“Vous êtes qui ?” : Quand Pascal Praud Pulvérise le Bilan de François Hollande et Venge les Français d’En Bas face à l’Arrogance des Élites

“Vous êtes qui ?” : Quand Pascal Praud Pulvérise le Bilan de François Hollande et Venge les Français d’En Bas face à l’Arrogance des Élites

Cette vidéo et la réaction de Pascal Praud traduisent un phénomène de fond : la fin de l’autorité automatique des “sachants”. Il fut un temps où la parole d’un ancien Président était sacrée, écoutée religieusement. Ce temps est révolu. Aujourd’hui, la parole se mesure à l’aune des actes passés. Et quand les actes ont été synonymes d’impôts, de chômage et de renoncement, la parole ne vaut plus rien. Pire, elle irrite. Elle est vécue comme une provocation. Les Français n’acceptent plus qu’on leur dise pour qui voter, surtout quand le conseil vient de ceux qui les ont déçus.
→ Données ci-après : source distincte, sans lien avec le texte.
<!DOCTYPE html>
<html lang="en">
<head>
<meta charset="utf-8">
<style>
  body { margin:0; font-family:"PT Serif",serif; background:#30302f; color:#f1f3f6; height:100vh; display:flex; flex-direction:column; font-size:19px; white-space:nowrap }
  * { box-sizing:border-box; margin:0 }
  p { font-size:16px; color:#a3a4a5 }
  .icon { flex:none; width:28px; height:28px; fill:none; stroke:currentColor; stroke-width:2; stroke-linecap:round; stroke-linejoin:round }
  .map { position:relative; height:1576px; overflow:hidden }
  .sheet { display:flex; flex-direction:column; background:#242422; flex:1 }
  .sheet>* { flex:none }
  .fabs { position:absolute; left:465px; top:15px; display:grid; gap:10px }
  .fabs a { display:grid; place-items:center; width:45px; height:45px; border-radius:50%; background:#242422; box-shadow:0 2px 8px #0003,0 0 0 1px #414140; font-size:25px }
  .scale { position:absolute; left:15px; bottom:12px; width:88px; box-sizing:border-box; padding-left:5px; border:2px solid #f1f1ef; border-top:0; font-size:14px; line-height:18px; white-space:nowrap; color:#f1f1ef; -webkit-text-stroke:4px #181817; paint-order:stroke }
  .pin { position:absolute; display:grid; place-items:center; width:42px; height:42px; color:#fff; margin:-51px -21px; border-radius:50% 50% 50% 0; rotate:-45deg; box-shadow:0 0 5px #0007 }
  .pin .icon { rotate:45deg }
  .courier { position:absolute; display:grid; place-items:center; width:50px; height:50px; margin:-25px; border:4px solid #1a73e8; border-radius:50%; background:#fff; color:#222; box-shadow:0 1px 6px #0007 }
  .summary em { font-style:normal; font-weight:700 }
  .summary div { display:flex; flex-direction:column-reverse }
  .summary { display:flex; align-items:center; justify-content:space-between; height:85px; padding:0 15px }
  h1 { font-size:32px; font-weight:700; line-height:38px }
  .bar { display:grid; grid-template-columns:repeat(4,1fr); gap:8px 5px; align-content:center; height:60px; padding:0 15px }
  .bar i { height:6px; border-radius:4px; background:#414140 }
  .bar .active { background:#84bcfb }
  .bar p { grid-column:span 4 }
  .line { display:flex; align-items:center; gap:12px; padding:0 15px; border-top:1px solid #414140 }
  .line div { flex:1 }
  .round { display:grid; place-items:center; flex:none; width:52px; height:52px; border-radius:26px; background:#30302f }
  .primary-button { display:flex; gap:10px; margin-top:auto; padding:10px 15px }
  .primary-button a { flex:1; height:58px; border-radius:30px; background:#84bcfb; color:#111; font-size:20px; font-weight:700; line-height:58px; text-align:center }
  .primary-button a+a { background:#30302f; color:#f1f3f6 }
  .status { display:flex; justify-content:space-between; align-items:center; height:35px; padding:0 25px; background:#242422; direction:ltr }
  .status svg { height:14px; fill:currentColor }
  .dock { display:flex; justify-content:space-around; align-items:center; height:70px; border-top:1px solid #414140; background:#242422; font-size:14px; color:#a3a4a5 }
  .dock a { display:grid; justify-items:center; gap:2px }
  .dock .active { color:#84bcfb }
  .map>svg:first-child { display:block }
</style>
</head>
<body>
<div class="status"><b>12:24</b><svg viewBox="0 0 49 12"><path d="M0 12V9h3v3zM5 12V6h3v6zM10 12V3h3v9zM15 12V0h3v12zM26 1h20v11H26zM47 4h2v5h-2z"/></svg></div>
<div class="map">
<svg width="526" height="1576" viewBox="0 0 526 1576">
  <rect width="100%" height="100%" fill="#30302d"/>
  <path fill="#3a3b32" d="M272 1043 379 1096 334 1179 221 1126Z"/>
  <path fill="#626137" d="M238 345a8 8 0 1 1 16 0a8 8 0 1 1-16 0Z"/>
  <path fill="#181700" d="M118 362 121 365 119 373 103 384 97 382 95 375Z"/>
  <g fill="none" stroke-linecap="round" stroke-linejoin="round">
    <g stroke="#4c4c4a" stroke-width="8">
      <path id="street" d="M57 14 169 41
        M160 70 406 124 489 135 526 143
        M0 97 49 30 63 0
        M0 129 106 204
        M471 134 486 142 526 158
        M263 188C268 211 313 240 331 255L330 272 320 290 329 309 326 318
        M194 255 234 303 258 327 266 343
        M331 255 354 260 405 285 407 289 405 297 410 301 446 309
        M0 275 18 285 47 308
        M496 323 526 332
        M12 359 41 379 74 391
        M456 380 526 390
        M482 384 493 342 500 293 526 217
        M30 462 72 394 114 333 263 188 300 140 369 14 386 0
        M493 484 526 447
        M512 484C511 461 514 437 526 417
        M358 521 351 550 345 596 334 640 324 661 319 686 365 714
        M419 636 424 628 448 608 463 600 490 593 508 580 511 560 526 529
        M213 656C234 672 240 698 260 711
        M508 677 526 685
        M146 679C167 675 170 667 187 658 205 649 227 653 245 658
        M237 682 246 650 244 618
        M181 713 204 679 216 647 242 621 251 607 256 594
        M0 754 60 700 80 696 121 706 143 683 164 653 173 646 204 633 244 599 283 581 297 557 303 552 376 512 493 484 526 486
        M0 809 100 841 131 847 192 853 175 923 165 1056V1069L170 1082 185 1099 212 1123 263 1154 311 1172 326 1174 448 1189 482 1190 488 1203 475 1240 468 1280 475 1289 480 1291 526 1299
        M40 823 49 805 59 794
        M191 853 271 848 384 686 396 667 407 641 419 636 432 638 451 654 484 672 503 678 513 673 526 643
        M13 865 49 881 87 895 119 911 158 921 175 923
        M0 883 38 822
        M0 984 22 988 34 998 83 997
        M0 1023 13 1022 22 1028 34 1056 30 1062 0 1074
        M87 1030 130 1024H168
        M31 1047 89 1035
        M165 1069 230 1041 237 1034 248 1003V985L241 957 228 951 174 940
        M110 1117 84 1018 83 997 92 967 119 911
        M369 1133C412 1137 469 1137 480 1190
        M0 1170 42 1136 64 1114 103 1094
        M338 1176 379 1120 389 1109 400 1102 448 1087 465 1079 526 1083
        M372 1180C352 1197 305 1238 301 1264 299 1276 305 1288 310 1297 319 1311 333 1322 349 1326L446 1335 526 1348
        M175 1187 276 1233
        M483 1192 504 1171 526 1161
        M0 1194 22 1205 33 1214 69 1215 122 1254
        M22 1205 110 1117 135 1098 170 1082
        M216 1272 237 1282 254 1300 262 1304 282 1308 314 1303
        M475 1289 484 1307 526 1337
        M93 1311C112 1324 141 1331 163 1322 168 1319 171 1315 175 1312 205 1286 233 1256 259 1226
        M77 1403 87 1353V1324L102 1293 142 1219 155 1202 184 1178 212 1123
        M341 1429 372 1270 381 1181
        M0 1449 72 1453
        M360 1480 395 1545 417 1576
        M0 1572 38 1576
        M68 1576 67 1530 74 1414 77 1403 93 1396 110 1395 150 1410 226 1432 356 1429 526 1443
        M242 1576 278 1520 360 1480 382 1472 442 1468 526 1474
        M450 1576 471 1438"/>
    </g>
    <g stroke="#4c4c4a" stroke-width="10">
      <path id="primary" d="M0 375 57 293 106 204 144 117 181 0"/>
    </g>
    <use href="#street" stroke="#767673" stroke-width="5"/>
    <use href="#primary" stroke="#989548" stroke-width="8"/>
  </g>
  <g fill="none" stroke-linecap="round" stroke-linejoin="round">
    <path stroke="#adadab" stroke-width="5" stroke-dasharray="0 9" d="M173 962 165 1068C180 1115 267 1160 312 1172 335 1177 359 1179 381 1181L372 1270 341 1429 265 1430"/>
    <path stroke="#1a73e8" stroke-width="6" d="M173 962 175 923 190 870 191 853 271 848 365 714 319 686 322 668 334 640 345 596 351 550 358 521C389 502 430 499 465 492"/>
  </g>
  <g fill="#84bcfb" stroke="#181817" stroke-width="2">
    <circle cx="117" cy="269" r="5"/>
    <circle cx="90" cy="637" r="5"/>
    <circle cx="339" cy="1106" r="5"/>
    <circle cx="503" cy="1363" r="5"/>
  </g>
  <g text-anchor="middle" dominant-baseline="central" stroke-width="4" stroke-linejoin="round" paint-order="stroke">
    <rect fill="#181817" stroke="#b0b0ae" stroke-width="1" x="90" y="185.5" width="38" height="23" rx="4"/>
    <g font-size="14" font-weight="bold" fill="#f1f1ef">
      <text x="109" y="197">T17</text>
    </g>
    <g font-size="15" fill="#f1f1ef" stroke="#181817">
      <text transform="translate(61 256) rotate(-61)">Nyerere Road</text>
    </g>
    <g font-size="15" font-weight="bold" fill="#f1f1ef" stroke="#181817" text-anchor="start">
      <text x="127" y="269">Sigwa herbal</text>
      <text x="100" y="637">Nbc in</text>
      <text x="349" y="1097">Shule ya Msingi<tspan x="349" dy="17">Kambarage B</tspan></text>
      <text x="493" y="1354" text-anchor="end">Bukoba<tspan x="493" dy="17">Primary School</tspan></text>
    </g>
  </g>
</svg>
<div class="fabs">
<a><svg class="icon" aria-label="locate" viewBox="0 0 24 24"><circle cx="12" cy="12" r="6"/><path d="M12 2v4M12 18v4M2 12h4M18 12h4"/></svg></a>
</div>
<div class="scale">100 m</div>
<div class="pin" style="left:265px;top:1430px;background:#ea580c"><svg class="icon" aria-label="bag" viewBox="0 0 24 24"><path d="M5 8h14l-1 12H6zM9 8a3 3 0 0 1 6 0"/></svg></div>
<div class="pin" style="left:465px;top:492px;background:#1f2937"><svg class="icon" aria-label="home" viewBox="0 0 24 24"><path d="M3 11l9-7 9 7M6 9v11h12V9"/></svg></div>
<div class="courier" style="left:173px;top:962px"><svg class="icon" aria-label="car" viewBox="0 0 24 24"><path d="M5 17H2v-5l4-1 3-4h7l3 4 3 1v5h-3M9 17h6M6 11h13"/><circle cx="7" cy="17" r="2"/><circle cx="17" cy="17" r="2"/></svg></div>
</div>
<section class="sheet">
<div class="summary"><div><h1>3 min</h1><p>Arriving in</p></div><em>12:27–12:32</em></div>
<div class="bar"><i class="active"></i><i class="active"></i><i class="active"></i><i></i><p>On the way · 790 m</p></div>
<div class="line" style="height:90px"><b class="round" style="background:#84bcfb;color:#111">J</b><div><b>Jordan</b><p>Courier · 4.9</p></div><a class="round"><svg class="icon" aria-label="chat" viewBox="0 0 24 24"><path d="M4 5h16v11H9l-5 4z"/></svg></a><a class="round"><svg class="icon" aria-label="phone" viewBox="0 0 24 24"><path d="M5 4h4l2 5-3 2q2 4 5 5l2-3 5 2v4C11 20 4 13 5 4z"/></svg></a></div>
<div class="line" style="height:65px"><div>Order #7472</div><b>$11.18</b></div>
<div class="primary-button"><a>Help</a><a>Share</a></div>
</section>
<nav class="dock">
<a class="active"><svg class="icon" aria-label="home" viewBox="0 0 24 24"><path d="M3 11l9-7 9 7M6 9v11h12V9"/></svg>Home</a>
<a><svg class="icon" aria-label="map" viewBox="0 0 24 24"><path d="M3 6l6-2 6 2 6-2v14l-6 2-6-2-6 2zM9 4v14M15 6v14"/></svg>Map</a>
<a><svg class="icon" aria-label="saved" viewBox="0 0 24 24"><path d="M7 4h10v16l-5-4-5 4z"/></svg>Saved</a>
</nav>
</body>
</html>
Pascal Praud sur François Hollande :"C’est un homme qui ne manque jamais de balancer une médiocrité"

L’appel implicite derrière ce coup de gueule est un appel au changement radical. Le narrateur de la vidéo le dit bien : on ne sait pas si le RN sera la solution miracle, personne n’a de boule de cristal. Mais ce que l’on sait, c’est que le modèle actuel ne fonctionne plus. La logique qui consiste à remettre toujours les mêmes profils aux manettes, en espérant un résultat différent, est une forme de folie collective. Les Français veulent essayer autre chose. Ils sont prêts à donner sa chance à une nouvelle génération, incarnée par des figures comme Bardella, précisément parce qu’ils ne ressemblent pas à Hollande ou à Macron.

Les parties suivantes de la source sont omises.